> Task item:
Please restate every entry exactly. Leave out the pictures.

··· Exercise material ···

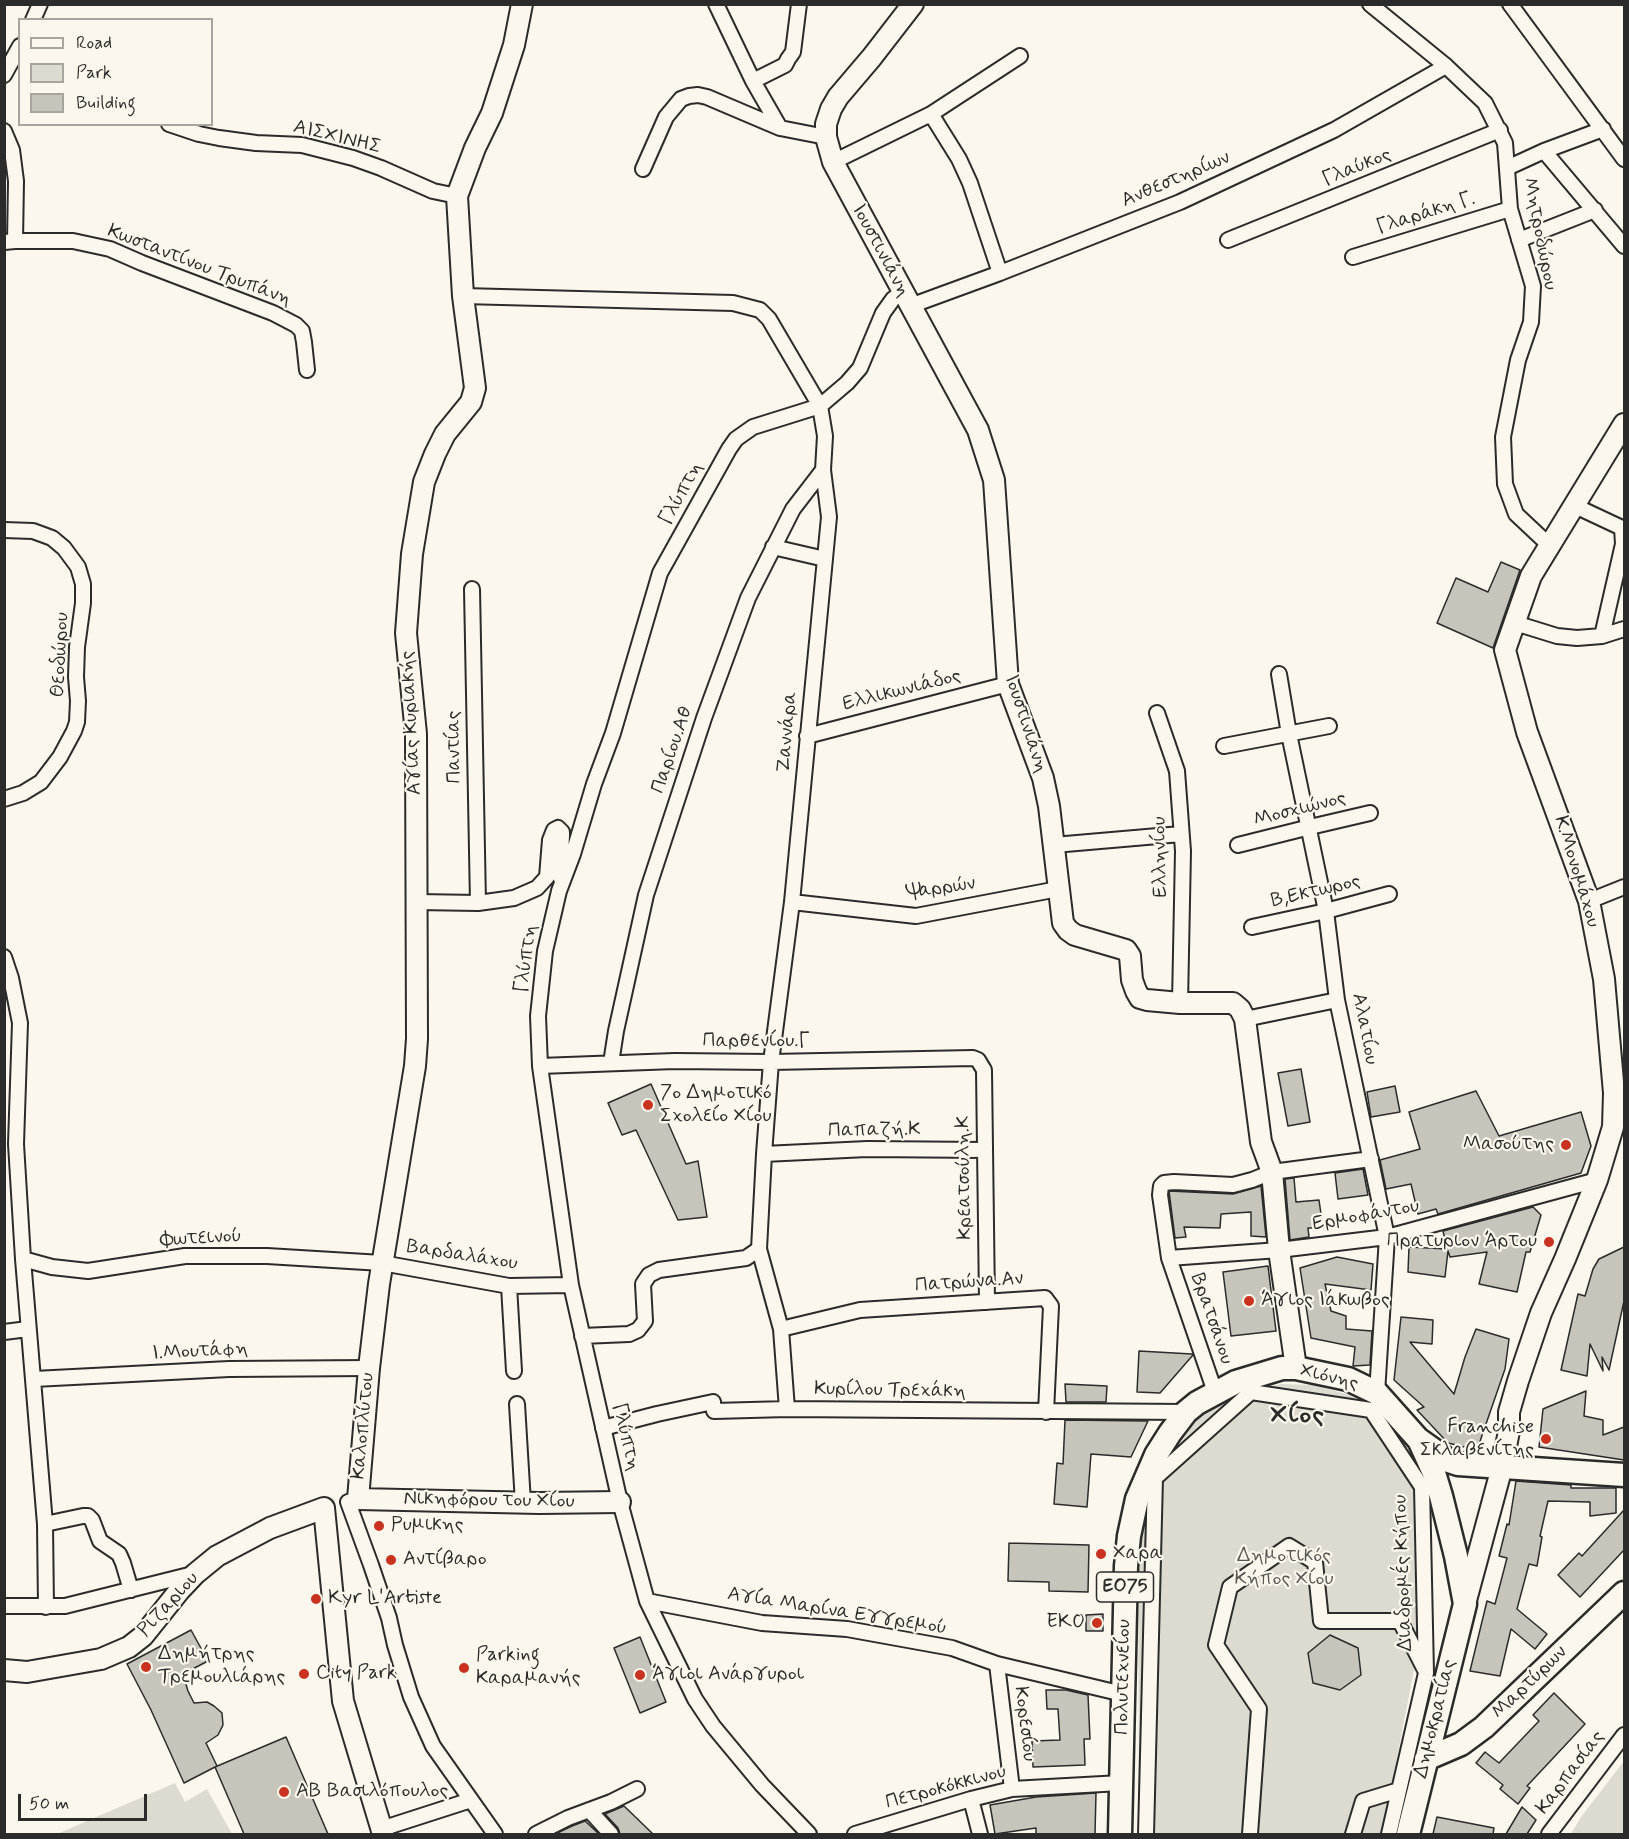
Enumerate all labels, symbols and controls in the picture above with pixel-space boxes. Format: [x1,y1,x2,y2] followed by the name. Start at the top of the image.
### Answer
[18,18,213,126] legend
[76,31,112,55] text: Road
[76,61,112,85] text: Park
[76,91,136,115] text: Building
[291,115,383,161] street label: ΑΙΣΧΙΝΗΣ
[1319,143,1395,193] street label: Γλαύκος
[1118,146,1234,214] street label: Ανθεστηρίων
[1516,176,1562,292] street label: Μητροδώρου
[1374,188,1478,240] street label: Γλαράκη Γ.
[845,200,915,302] street label: Ιουστινιάνη
[104,220,294,312] street label: Κωσταντίνου Τρυπάνη
[655,458,709,530] street label: Γλύπτη
[47,612,75,698] street label: Θεοδώρου
[396,650,428,796] street label: Αγίας Κυριακής
[840,665,964,717] street label: Ελλικωνιάδος
[998,672,1052,776] street label: Ιουστινιάνη
[773,691,803,773] street label: Ζαννάρα
[647,703,699,797] street label: Παρίου.Αθ
[442,710,468,784] street label: Παντίας
[1251,787,1349,833] street label: Μοσχιώνος
[1548,813,1604,931] street label: Κ.Μονομάχου
[1148,816,1174,898] street label: Ελληνίου
[1269,870,1363,914] street label: Β,Εκτωρος
[905,872,977,906] street label: Ψαρρών
[510,923,544,995] street label: Γλύπτη
[1345,991,1383,1067] street label: Αλατίου
[703,1030,809,1054] street label: Παρθενίου.Γ
[660,1082,772,1129] place label: 7ο Δημοτικό Σχολείο Χίου
[641,1098,655,1112] marker: 7ο Δημοτικό Σχολείο Χίου
[952,1116,978,1240] street label: Κρεατσούλη.Κ
[828,1118,920,1144] street label: Παπαζή.Κ
[1463,1133,1554,1157] place label: Μασούτης
[1559,1138,1573,1152] marker: Μασούτης
[1311,1195,1421,1237] street label: Ερμοφάντου
[160,1225,242,1253] street label: Φωτεινού
[1387,1230,1537,1254] place label: Πρατυριον Άρτου
[405,1235,519,1277] street label: Βαρδαλάχου
[1542,1235,1556,1249] marker: Πρατυριον Άρτου
[914,1267,1024,1299] street label: Πατρώνα.Αν
[1184,1270,1238,1368] street label: Βρατσάνου
[1261,1289,1390,1313] place label: Άγιος Ιάκωβος
[1242,1294,1256,1308] marker: Άγιος Ιάκωβος
[151,1337,249,1367] street label: Ι.Μουτάφη
[1297,1359,1361,1397] street label: Χιόνης
[347,1372,381,1480] street label: Καλοπλύτου
[814,1378,966,1404] street label: Κυρίλου Τρεχάκη
[606,1401,644,1473] street label: Γλύπτη
[1271,1401,1325,1433] district label: Χίος
[1420,1416,1534,1463] place label: Franchise Σκλαβενίτης
[1539,1432,1553,1446] marker: Franchise Σκλαβενίτης
[403,1488,575,1514] street label: Νικηφόρου του Χίου
[1389,1494,1419,1652] street label: Διαδρομές Κήπου
[391,1514,463,1538] place label: Ρυμικης
[372,1519,386,1533] marker: Ρυμικης
[1113,1542,1162,1566] place label: Χαρα
[1235,1545,1333,1592] park label: Δημοτικός Κήπος Χίου
[1094,1547,1108,1561] marker: Χαρα
[403,1548,487,1572] place label: Αντίβαρο
[384,1553,398,1567] marker: Αντίβαρο
[133,1567,205,1643] street label: Ριζαριου
[1096,1572,1154,1602] road number: ΕΟ75
[726,1583,948,1641] street label: Αγία Μαρίνα Εγγρεμού
[328,1587,442,1611] place label: Kyr L'Artiste
[309,1592,323,1606] marker: Kyr L'Artiste
[1046,1611,1085,1635] place label: EKO
[1090,1616,1104,1630] marker: EKO
[1111,1619,1137,1735] street label: Πολυτεχνείου
[1487,1641,1573,1725] street label: Μαρτύρων
[158,1643,285,1690] place label: Δημήτρης Τρεμουλιάρης
[476,1644,580,1691] place label: Parking Καραμανής
[1410,1657,1462,1781] street label: Δημοκρατίας
[139,1660,153,1674] marker: Δημήτρης Τρεμουλιάρης
[457,1661,471,1675] marker: Parking Καραμανής
[316,1662,397,1686] place label: City Park
[652,1663,804,1687] place label: Άγιοι Ανάργυροι
[297,1667,311,1681] marker: City Park
[633,1668,647,1682] marker: Άγιοι Ανάργυροι
[1007,1685,1041,1763] street label: Κορεσίου
[1532,1726,1610,1820] street label: Καρπασίας
[883,1760,1009,1816] street label: Πετροκόκκινου
[296,1780,448,1804] place label: ΑΒ Βασιλόπουλος
[21,1782,150,1820] scale bar
[277,1785,291,1799] marker: ΑΒ Βασιλόπουλος
[29,1792,69,1816] text: 50 m

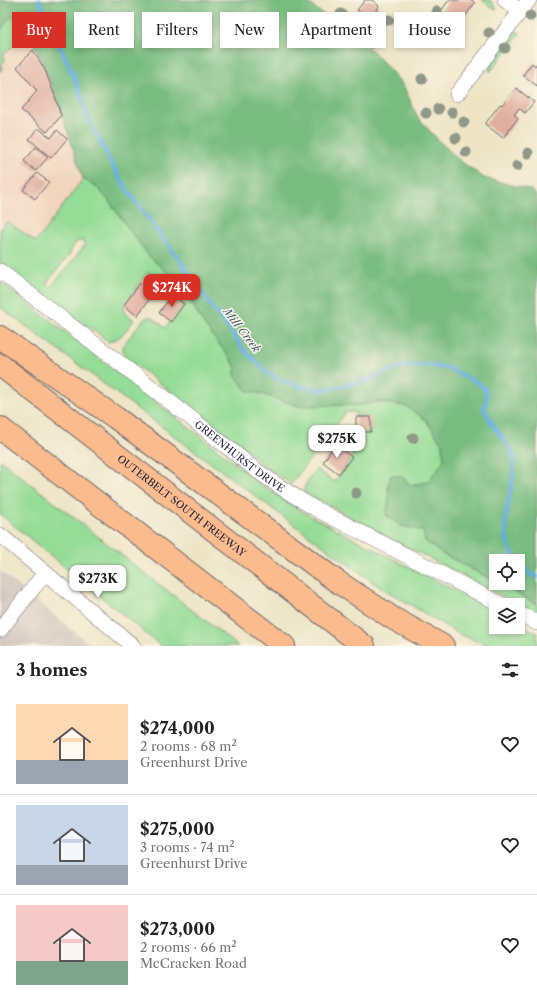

···

> Written solution:
Enumerate all labels, symbols and controls in the picture above with pixel-space boxes. Format: [x1,y1,x2,y2] followed by the name. Start at the top of the image.
### Answer
[18,18,213,126] legend
[76,31,112,55] text: Road
[76,61,112,85] text: Park
[76,91,136,115] text: Building
[291,115,383,161] street label: ΑΙΣΧΙΝΗΣ
[1319,143,1395,193] street label: Γλαύκος
[1118,146,1234,214] street label: Ανθεστηρίων
[1516,176,1562,292] street label: Μητροδώρου
[1374,188,1478,240] street label: Γλαράκη Γ.
[845,200,915,302] street label: Ιουστινιάνη
[104,220,294,312] street label: Κωσταντίνου Τρυπάνη
[655,458,709,530] street label: Γλύπτη
[47,612,75,698] street label: Θεοδώρου
[396,650,428,796] street label: Αγίας Κυριακής
[840,665,964,717] street label: Ελλικωνιάδος
[998,672,1052,776] street label: Ιουστινιάνη
[773,691,803,773] street label: Ζαννάρα
[647,703,699,797] street label: Παρίου.Αθ
[442,710,468,784] street label: Παντίας
[1251,787,1349,833] street label: Μοσχιώνος
[1548,813,1604,931] street label: Κ.Μονομάχου
[1148,816,1174,898] street label: Ελληνίου
[1269,870,1363,914] street label: Β,Εκτωρος
[905,872,977,906] street label: Ψαρρών
[510,923,544,995] street label: Γλύπτη
[1345,991,1383,1067] street label: Αλατίου
[703,1030,809,1054] street label: Παρθενίου.Γ
[660,1082,772,1129] place label: 7ο Δημοτικό Σχολείο Χίου
[641,1098,655,1112] marker: 7ο Δημοτικό Σχολείο Χίου
[952,1116,978,1240] street label: Κρεατσούλη.Κ
[828,1118,920,1144] street label: Παπαζή.Κ
[1463,1133,1554,1157] place label: Μασούτης
[1559,1138,1573,1152] marker: Μασούτης
[1311,1195,1421,1237] street label: Ερμοφάντου
[160,1225,242,1253] street label: Φωτεινού
[1387,1230,1537,1254] place label: Πρατυριον Άρτου
[405,1235,519,1277] street label: Βαρδαλάχου
[1542,1235,1556,1249] marker: Πρατυριον Άρτου
[914,1267,1024,1299] street label: Πατρώνα.Αν
[1184,1270,1238,1368] street label: Βρατσάνου
[1261,1289,1390,1313] place label: Άγιος Ιάκωβος
[1242,1294,1256,1308] marker: Άγιος Ιάκωβος
[151,1337,249,1367] street label: Ι.Μουτάφη
[1297,1359,1361,1397] street label: Χιόνης
[347,1372,381,1480] street label: Καλοπλύτου
[814,1378,966,1404] street label: Κυρίλου Τρεχάκη
[606,1401,644,1473] street label: Γλύπτη
[1271,1401,1325,1433] district label: Χίος
[1420,1416,1534,1463] place label: Franchise Σκλαβενίτης
[1539,1432,1553,1446] marker: Franchise Σκλαβενίτης
[403,1488,575,1514] street label: Νικηφόρου του Χίου
[1389,1494,1419,1652] street label: Διαδρομές Κήπου
[391,1514,463,1538] place label: Ρυμικης
[372,1519,386,1533] marker: Ρυμικης
[1113,1542,1162,1566] place label: Χαρα
[1235,1545,1333,1592] park label: Δημοτικός Κήπος Χίου
[1094,1547,1108,1561] marker: Χαρα
[403,1548,487,1572] place label: Αντίβαρο
[384,1553,398,1567] marker: Αντίβαρο
[133,1567,205,1643] street label: Ριζαριου
[1096,1572,1154,1602] road number: ΕΟ75
[726,1583,948,1641] street label: Αγία Μαρίνα Εγγρεμού
[328,1587,442,1611] place label: Kyr L'Artiste
[309,1592,323,1606] marker: Kyr L'Artiste
[1046,1611,1085,1635] place label: EKO
[1090,1616,1104,1630] marker: EKO
[1111,1619,1137,1735] street label: Πολυτεχνείου
[1487,1641,1573,1725] street label: Μαρτύρων
[158,1643,285,1690] place label: Δημήτρης Τρεμουλιάρης
[476,1644,580,1691] place label: Parking Καραμανής
[1410,1657,1462,1781] street label: Δημοκρατίας
[139,1660,153,1674] marker: Δημήτρης Τρεμουλιάρης
[457,1661,471,1675] marker: Parking Καραμανής
[316,1662,397,1686] place label: City Park
[652,1663,804,1687] place label: Άγιοι Ανάργυροι
[297,1667,311,1681] marker: City Park
[633,1668,647,1682] marker: Άγιοι Ανάργυροι
[1007,1685,1041,1763] street label: Κορεσίου
[1532,1726,1610,1820] street label: Καρπασίας
[883,1760,1009,1816] street label: Πετροκόκκινου
[296,1780,448,1804] place label: ΑΒ Βασιλόπουλος
[21,1782,150,1820] scale bar
[277,1785,291,1799] marker: ΑΒ Βασιλόπουλος
[29,1792,69,1816] text: 50 m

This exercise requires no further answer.